On the lowest of the eight steps leading up to the door, they find the woman's jeans, neatly folded. On the top step is a pair of plain white cotton underpants. The door is open. The men look at each other, but no one speaks. They have a good idea of what they're going to find inside: one dead Russian lady, hold the clothes.
But they don't. The circular iron cover over the top of Shaft 12 has been moved just enough to create a crescent moon of darkness on the Reservoir side. Beyond it is the crowbar the woman used to shift the lid - it would have been leaning behind the door, where there are a few other tools. And beyond the crowbar is the Russian woman's purse. On top of it is her billfold, open to show her identification card. On top of the billfold - the apex of the pyramid, so to speak - is her passport. Poking out of it is a slip of paper, covered with chicken-scratches that have to be Russian, or Cyrillic, or whatever they call it. The men believe it is a suicide note, but upon translation it proves to be nothing but the Russian woman's directions. At the very bottom she has written When road ends, walk along shore. And so she did, disrobing as she went, unmindful of the branches which poked and the bushes which scratched.

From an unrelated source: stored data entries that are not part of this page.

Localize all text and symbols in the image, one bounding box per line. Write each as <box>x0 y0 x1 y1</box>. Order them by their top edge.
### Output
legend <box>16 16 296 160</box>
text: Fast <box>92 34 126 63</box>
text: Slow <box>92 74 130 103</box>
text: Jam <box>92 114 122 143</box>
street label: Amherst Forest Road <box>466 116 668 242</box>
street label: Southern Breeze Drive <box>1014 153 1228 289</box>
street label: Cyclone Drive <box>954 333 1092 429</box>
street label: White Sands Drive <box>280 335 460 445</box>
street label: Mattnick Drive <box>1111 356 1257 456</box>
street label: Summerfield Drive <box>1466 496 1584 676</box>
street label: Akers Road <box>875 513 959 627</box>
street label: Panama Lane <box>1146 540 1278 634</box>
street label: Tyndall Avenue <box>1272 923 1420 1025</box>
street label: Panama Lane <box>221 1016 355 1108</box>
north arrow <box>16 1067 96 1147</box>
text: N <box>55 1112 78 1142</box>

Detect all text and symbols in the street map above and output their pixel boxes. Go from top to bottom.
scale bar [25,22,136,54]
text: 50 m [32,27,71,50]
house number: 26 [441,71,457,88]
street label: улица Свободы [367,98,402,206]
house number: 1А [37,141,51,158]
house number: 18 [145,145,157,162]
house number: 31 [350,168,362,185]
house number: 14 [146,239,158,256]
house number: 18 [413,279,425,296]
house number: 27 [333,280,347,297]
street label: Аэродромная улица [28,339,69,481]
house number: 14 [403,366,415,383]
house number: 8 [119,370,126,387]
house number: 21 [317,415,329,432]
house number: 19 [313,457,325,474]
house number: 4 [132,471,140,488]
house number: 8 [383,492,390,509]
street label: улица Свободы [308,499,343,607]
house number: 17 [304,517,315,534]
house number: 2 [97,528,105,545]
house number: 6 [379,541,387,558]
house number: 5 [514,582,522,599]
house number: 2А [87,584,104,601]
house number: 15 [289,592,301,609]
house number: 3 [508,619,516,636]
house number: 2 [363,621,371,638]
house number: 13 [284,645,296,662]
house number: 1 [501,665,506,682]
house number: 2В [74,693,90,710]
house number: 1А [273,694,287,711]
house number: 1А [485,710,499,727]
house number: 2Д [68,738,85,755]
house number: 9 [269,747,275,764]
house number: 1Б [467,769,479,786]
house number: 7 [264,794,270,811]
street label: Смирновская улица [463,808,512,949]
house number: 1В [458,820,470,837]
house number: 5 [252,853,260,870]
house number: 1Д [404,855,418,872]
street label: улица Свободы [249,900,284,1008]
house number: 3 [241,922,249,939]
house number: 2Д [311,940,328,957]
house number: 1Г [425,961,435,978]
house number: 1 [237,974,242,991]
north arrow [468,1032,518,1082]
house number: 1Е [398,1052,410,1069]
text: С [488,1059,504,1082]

The men stand around the partially covered shaft-head, scratching their heads and listening to the babble of the water as it starts on its way to the taps and faucets and fountains and back-yard hoses of Boston. The sound is hollow, somehow dank, and there's good reason for that: Shaft 12 is a hundred and twenty-five feet deep. The men cannot understand why she chose to do it the way she did, but they can see what she did all too clearly, can see her sitting on the stone floor with her feet dangling; she looks like a nakedy version of the girl on the White Rock labels. She takes a final look over her shoulder, perhaps, to make sure her billfold and her passport are still where she put them. She wants someone to know who passed this way, and there is something hideously, unassuageably sad about that. One look back, and then she slips into the eclipse between the partially dislodged cover and the side of the shaft. Perhaps she held her nose, like a kid cannonballing into the community swimming pool. Perhaps not. Either way, she is gone in less than a second. Hello darkness my old friend.
11
Old Mr Beckwith's final words on the subject before driving on down the road in his mail-truck had been these: Way I heard it, the folks in Boston'll be drinking her in their morning coffee tight around Valentine's Day. Then he'd given Jonesy a grin. I don't drink the water myself, I stick to beer.